» **Task directions**: Search term "lists": please copy every line of the records below that contains it.

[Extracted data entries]
============

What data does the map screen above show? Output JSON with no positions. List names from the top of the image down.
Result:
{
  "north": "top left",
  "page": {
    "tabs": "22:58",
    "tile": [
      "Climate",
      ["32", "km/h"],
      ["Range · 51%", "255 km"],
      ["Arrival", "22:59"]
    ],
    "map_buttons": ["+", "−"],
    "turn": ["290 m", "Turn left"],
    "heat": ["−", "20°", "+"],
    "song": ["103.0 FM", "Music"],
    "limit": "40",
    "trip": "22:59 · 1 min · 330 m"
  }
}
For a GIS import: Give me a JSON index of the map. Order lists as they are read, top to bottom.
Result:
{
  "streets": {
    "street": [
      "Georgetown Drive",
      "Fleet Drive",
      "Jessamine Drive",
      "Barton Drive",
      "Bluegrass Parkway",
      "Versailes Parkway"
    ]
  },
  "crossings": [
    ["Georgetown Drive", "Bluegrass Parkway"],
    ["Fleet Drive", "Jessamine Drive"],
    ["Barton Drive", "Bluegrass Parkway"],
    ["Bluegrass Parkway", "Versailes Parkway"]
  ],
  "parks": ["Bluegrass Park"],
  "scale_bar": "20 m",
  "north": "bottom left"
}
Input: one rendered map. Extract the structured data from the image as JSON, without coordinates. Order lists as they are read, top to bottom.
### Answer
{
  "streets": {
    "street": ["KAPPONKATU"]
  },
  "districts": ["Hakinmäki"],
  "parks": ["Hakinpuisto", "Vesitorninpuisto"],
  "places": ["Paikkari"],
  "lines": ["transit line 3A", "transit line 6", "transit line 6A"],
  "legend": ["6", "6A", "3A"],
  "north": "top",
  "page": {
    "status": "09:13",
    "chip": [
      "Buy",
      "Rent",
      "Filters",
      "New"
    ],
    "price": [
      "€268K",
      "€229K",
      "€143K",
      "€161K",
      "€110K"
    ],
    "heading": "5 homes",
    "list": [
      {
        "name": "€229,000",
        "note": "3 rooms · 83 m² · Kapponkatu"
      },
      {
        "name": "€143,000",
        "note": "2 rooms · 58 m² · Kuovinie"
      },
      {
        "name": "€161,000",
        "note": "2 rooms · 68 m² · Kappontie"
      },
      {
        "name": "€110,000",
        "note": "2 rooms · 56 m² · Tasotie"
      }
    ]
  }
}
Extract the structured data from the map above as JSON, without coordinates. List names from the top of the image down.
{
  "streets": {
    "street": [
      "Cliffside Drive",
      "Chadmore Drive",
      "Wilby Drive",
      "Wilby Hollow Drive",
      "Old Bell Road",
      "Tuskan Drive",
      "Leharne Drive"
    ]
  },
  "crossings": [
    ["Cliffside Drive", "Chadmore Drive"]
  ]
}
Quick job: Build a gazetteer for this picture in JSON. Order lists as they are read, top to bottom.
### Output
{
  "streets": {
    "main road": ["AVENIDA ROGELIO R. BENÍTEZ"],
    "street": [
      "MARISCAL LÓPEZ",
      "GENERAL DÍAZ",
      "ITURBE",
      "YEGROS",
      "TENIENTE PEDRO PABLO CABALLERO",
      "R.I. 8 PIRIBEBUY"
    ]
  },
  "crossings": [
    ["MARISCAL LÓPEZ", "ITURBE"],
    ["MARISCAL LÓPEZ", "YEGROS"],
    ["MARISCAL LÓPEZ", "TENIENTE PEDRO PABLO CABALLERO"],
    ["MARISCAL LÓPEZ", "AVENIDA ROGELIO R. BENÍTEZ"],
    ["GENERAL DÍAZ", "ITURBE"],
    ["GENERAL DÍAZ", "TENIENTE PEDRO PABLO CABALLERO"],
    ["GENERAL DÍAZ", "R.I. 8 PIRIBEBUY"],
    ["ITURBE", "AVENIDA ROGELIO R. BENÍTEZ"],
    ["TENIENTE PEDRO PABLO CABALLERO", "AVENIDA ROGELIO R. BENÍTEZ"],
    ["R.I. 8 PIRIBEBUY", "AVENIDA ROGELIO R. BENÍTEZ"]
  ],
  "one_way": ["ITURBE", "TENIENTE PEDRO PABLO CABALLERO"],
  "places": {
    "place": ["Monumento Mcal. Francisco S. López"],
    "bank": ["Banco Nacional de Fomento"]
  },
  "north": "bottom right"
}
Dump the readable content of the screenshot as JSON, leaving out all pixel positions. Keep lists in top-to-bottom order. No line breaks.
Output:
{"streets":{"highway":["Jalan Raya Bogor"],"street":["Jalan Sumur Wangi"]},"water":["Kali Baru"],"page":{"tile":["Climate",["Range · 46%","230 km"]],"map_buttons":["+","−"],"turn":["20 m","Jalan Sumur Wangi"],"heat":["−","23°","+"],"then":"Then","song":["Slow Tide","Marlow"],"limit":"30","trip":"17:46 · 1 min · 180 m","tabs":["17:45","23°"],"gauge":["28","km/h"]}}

============

» **Written solution**:
For a GIS import: Give me a JSON index of the map. Order lists as they are read, top to bottom.
Input: one rendered map. Extract the structured data from the image as JSON, without coordinates. Order lists as they are read, top to bottom.
Quick job: Build a gazetteer for this picture in JSON. Order lists as they are read, top to bottom.
Dump the readable content of the screenshot as JSON, leaving out all pixel positions. Keep lists in top-to-bottom order. No line breaks.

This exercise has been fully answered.